In reality, when your R&D teams ask your customers what they really want, they describe features, arrangements, or offers.
Unfortunately, the majority of the customers know only what they’ve experienced in the market or from your competitors and may not imagine what they don’t know. So they often suggest things that other firms already offer, which leads to “me-too” products.
Imagining the unimaginable is for R&D teams, not customers. To increase your teams’ creativity and innovation, ask customers for their desired experiences, not expected features, arrangements, or offers. Their answers will transform your team’s innovation from being serendipitous to being rigorously disciplined.
In addition to this mindset, the following practical 4D process will transform the VOC into business innovation.
To be successful, customer interviews that elicit desired experiences should be designed and defined.
Once you define the process, carefully select which customers will participate. It’s important to narrow interviewees to specific groups of people directly involved with your existing solutions rather than with single products or services. It’s also important to select the most diverse set of individuals within each customer type. The more diverse the group, the more complete the set of unique and specific customer experiences that will be captured.
Step 2: Defining Customers’ Desired Experiences
In this stage, your R&D team should let your customers distinguish between desired experiences and extra features (or arrangements). In addition, you should lead your customers to eliminate vague statements, anecdotes, and other irrelevant comments.
In addition, your R&D team should translate interviewees’ solution statements into desired experiences by asking why they want the stated situations. Have interviewees discuss each step in the use of the product or service: difficulties encountered, ideal scenarios, etc.
Once the interviews are complete, your R&D team should develop a comprehensive list of the collected desired experiences, removing duplicates and categorizing the desired experiences into groups that correspond to each step in the process.
Step 3: Determining the Value of Customers’ Desired Experiences
Once you have a categorized list of desired experiences, you must conduct a quantitative survey in which the desired experiences are rated by different types of customers. Survey participants should be asked to rate each desired experience in terms of its importance and the degree to which it is currently being satisfied.
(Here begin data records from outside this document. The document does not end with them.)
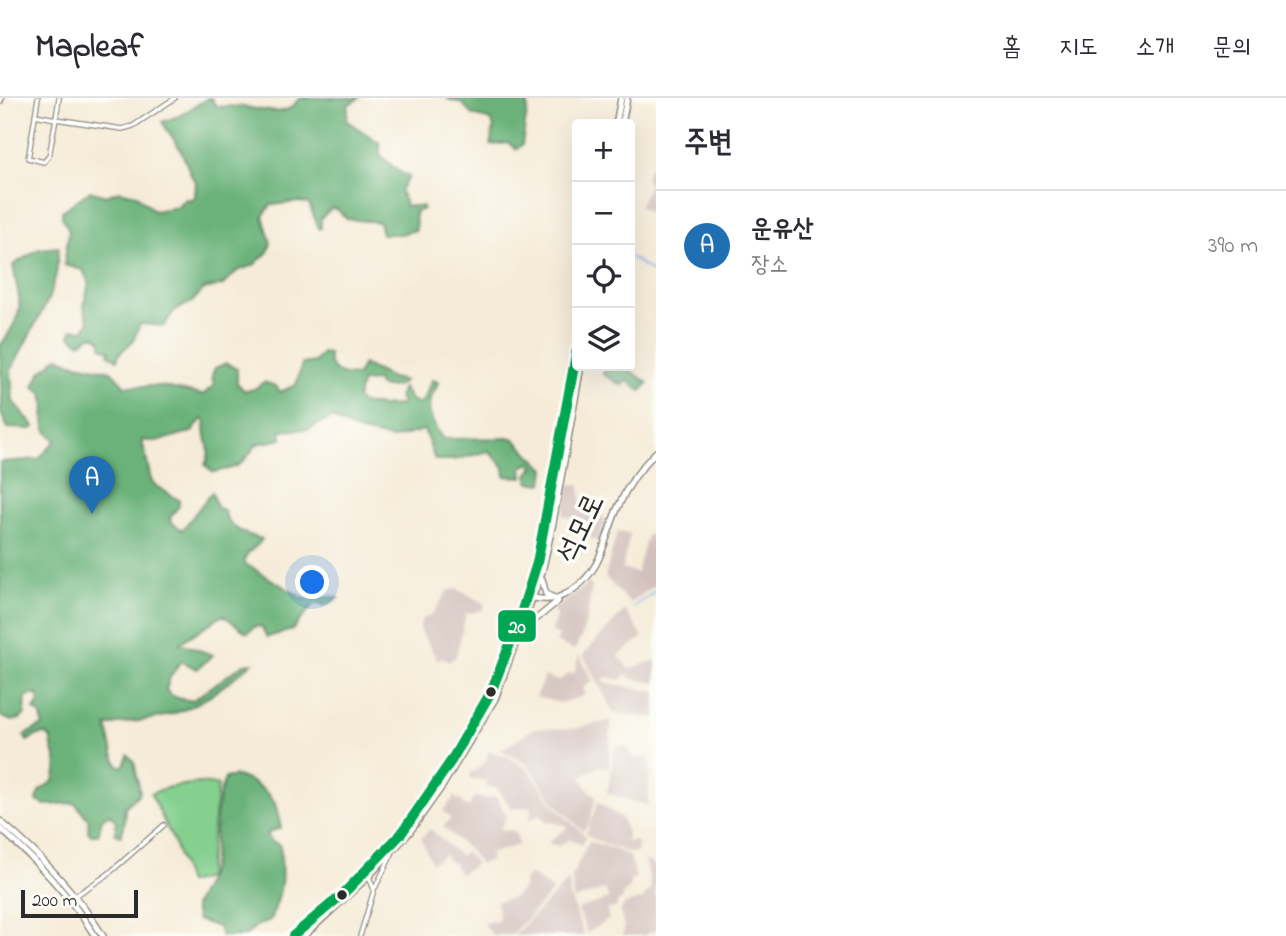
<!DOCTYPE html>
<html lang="ko">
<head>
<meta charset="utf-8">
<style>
  body { margin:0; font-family:"Indie Flower","Poor Story",sans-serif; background:#f7f7f7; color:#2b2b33 }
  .controls { position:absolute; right:21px; top:21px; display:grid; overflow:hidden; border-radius:7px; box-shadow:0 7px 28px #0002 }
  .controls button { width:63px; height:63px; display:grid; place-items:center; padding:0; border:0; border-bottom:2px solid #e1e1e2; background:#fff; color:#2b2b33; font:35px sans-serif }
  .scale { position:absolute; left:21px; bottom:18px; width:117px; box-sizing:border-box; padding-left:7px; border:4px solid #2b2b2b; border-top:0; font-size:19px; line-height:24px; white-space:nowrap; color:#2b2b2b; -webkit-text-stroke:5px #fdfcf7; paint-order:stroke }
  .you { position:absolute; left:313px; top:485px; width:24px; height:24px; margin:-18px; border:5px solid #fff; border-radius:50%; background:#1a73e8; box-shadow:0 0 0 10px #1a73e833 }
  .badge { display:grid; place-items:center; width:46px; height:46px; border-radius:50%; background:#1f6fb2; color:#fff; font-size:23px; font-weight:700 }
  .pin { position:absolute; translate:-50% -58px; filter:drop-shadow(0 2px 4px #0008) }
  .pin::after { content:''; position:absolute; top:37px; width:24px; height:21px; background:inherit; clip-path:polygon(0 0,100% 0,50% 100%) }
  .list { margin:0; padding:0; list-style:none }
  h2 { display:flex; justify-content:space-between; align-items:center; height:91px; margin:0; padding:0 28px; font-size:30px }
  h2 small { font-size:23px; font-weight:400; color:#7c7c81 }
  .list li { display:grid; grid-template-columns:46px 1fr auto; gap:21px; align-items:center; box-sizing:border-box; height:112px; padding:0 28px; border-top:2px solid #e1e1e2 }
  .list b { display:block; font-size:26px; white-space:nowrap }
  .list p { margin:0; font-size:23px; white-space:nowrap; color:#7c7c81 }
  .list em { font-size:23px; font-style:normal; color:#7c7c81 }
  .icon { flex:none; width:38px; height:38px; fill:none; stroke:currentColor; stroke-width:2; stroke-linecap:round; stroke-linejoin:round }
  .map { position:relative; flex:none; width:656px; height:838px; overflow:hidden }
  header { display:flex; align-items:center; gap:42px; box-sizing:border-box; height:98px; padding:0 35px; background:#fff; border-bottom:2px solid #e1e1e2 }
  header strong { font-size:33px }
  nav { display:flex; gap:38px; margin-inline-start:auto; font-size:24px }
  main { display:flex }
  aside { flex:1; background:#fff }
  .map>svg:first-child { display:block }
  .industrial { fill:#d1c0bc }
  .green { fill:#83d08f; stroke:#577e5d; stroke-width:2 }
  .forest { fill:#6ab27a; stroke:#4a6e52; stroke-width:2 }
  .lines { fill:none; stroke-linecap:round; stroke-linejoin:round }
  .stream { stroke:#7fb3ec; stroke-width:2 }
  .minor-casing { stroke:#908b81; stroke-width:6 }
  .tertiary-casing { stroke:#908b81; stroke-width:8 }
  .minor { stroke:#fff; stroke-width:3.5 }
  .tertiary { stroke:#fff; stroke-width:5 }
  .bus-1-casing { stroke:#fdfcf7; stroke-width:16 }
  .bus-1 { stroke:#00a651; stroke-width:10 }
  .bus-dot { fill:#2b2b2b; stroke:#fdfcf7; stroke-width:2.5 }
  .labels { text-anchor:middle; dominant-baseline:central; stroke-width:7; stroke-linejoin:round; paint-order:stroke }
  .street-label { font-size:30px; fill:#2b2b2b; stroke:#fdfcf7 }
  .line-badge { stroke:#fdfcf7; stroke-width:2.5 }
  .badge-label { font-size:19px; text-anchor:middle; font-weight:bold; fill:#fff }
</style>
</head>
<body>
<header>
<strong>Mapleaf</strong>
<nav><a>홈</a><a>지도</a><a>소개</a><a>문의</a></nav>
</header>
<main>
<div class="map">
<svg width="656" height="838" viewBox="0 0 656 838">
  <rect width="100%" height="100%" fill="#fdfcf7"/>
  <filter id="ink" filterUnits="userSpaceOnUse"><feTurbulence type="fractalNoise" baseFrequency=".0143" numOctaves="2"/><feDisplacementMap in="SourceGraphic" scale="14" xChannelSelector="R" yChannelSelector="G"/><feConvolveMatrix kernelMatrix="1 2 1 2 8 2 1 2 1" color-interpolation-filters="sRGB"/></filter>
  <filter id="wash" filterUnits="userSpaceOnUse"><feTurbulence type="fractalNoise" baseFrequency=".00686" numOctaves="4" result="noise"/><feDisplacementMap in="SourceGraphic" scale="28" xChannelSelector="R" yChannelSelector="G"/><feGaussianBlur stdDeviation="1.57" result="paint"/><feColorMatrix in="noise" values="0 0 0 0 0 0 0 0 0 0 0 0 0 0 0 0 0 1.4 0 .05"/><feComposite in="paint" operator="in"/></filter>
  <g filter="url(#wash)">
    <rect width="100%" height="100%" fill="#f5ebd7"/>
    <path class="industrial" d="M656 58V116H652L639 108 649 87 645 80Z
      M569 386 580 387 581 404 595 401 606 424 599 444 579 436 584 422 563 418Z
      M617 434 630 436 622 471 637 475 647 437 656 438V452L652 471 656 474V487L630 505 605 479Z
      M589 485 592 488 587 520 581 540 574 552 556 544 559 538 551 533 557 519 553 512Z
      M457 491 485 506 483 512 466 516 456 559 448 564 442 559 438 563 420 532 421 522 432 516 448 492Z
      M625 512 643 539 618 558 629 571 656 562V585L631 581 627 576 621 582 605 579 603 584 656 594V620L614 615 583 557Z
      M579 557 593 583 584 589V598L560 605 535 599 545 578 558 583 570 575 574 576Z
      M611 622 609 669 597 668V670L581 678 586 689 596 699 589 726 583 733 555 706 528 667 501 652 535 630 573 631Z
      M615 648H627L633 660 648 659 650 666 648 708 607 695Z
      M489 653 509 659 528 671 554 708 586 738 582 747 570 741 559 748 553 747 548 744 567 730 565 727 545 723 540 716 530 722 531 709 511 711 497 690 486 688 487 683 470 680 471 673 474 674 484 665Z
      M455 698 457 702 460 701 464 707 469 709 474 699 484 701 496 698 507 718 500 730 504 733 510 732 515 734 519 747 489 756 491 762 480 766 470 753 443 729 451 720 443 713Z
      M598 704 622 721 627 735V740L623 743H636L638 754 629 755 593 741 586 736Z
      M430 731 460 758 466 754 476 766 460 776 453 764 450 765 444 757 432 765 421 741Z
      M589 743 615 751 630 759 636 780 630 783 631 789 622 796 623 801 617 804V809L607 812 609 821 587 835 578 811 609 801 605 791 574 802 573 798 572 778Z
      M645 761 656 768V833L649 834 645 838H623L624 829 620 813 625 806 644 801V798L651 791Z
      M531 776 553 793 511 837 493 838 484 825 499 821 496 804 513 800 523 790 524 782Z
      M569 782 570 798 584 838H513Z"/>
    <path class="green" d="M197 685 218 687 207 780 188 785 173 742 151 696 165 690Z"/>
    <path class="forest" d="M208 0H211L216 8C225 9 235 8 244 9 263 11 288 22 299 0H359L348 7 347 23 380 45V56L395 71 409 79 400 92 406 108H423V111L415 114 416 132 400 136H382L379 124 347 121 338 112 332 110 321 120V130L319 131 309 106 299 104 271 107 263 118 271 145 268 154 254 167 237 173 223 187 204 191 192 204 174 213 164 228 140 226 133 243 119 256 117 262 109 256 110 252 101 249V243L96 238H91L80 245 70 238 73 231 83 232 89 225 84 208 89 185 83 172 64 167 69 132 62 119V113L90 93 106 98 119 93 137 97 154 113 177 109 185 100 189 102 195 99 196 84 192 79 181 52 162 24 179 18Z
      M446 0H526L528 7 522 47 516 51 509 45 490 47 494 29 491 22 473 17 463 6Z
      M59 149 56 177 48 202 11 272 13 304 35 329 31 331 8 330 0 314 2 306 0 248C27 211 20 208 13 167L39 151Z
      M322 255 329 256C327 275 341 277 357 278L363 266 391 280 404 283C400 289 386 290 379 288L377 283 362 284 357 300 361 305 382 308 402 307 399 297 403 290 411 302 421 306 432 282 438 284C437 291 433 293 431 299 425 313 435 330 443 341L513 340 545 371 543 386 528 384V376L534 369 530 365 522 369 523 379 505 378 504 369 489 353 454 362H435L424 332 392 341 358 333 331 320 309 331 281 333 282 341 257 346C239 370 242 369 213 374L205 367C215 350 201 339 206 324L202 321 192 334C174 337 161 346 142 342L151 382 156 388 179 402V408L170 419 171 424 182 432 212 394 217 409 225 413C225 430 248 437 262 441 257 451 245 452 244 465L303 500C316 504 329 495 339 500L327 507 314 506 292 532 267 539 261 528 254 529 247 535 223 517 180 545 213 557 197 571 181 563 170 579 166 592C170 599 185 603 193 602L244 566 252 565C231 582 208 602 183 612 159 622 132 623 107 628L113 656 118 667 123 669 128 657 134 663 140 695 125 709 124 728 121 738 115 736 116 723 110 716 102 721 98 737H91L88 733 89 722 75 705 45 707 37 703 39 693 54 683C61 657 52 661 51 641L47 636 38 637 27 643 24 637 43 628 41 617 34 612 39 605 38 596 26 598 25 616 20 621 12 623 0 618V364L39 361 56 342C34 326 51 314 42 294L34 289 40 275 58 259 72 265 111 273 125 288H160L203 297 214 287 212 277 215 270 226 265 237 271V285L245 293 254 291 264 284 276 288 280 294 296 287 302 266 315 264Z
      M606 268H624L648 285 641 293 628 283 622 287 603 276Z
      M237 678C250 682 269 693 275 706 278 713 279 722 281 730L269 734 268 739 272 744 280 747C283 779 283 793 270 822L256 828 245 838H221L218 829 197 822 194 809C200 794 211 780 213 763 216 734 214 708 225 680Z"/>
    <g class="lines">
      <path class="stream" d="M630 159 656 176
        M633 509 656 493"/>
    </g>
  </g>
  <g filter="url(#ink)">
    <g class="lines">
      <g class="minor-casing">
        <path id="minor" d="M59 0 56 21 122 31 133 28 175 0
          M35 17 56 21 49 58 44 64 28 60 29 55 38 0
          M375 790 392 756
          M69 802 107 777 164 727
          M360 838 374 792 369 778"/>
      </g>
      <g class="tertiary-casing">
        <path id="tertiary" d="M0 3 1 0
          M616 26 621 0
          M622 26 627 0
          M542 481 546 496 554 500
          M534 500C550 503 560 501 574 491 604 470 604 438 619 407 628 386 640 370 656 354
          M522 541 535 522 558 503
          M0 723C39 756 76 794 103 838
          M0 730C35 762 70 797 95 838
          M293 838 344 795 401 736 451 663 491 594 517 528 537 465 577 252
          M304 838 369 778 409 735 443 687 495 601 542 474 553 425 581 268"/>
      </g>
      <use href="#minor" class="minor"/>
      <use href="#tertiary" class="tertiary"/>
      <g class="bus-1-casing">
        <path id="bus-1" d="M293 838 344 795 401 736 451 663 491 594 517 528 537 465 577 252"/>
      </g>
      <use href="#bus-1" class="bus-1"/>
    </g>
  </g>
  <g class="bus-dot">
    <circle cx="491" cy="594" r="6"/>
    <circle cx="342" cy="797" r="6"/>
  </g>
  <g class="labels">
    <g class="street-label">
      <text transform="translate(582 431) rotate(-65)">석모로</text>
    </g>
  </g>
  <rect class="line-badge" x="497" y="511" width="40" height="34" rx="7" fill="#00a651"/>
  <g class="badge-label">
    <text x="517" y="535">20</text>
  </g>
</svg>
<div class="controls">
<button>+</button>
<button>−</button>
<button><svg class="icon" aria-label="locate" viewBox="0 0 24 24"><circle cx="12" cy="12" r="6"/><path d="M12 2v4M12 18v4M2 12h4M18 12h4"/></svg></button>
<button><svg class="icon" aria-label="layers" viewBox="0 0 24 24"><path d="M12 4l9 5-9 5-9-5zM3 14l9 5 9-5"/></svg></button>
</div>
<div class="scale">200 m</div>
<div class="you"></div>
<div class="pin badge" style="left:92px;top:416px">A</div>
</div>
<aside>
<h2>주변<small></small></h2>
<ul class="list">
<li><span class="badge">A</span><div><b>운유산</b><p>장소</p></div><em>390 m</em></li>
</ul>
</aside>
</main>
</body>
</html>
The ratings should then be fed into a mathematical formula to reveal the relative attractiveness of each opportunity. In my experience, one of the most practical ways of prioritizing customers’ desired experiences is Maslow’s hierarchy of needs.
Step 4: Diagnosing Returns on Customers’ Desired Experiences
In the business world, all decisions should be evaluated by scientific figures or data. Thus, the final step entails using the relevant data to uncover opportunities for and returns on potential innovation, size of customer segmentation, and competitors.
Conclusion: A Prerequisite for Business Innovation
Other than my 4D approach, you are most welcome to use other approaches (e.g., 4A, 4B, 4C) as a framework for your business innovation process.
However, the most important point is that you should consider the VOC of your target market. In this way, you will be able to develop a profitable business.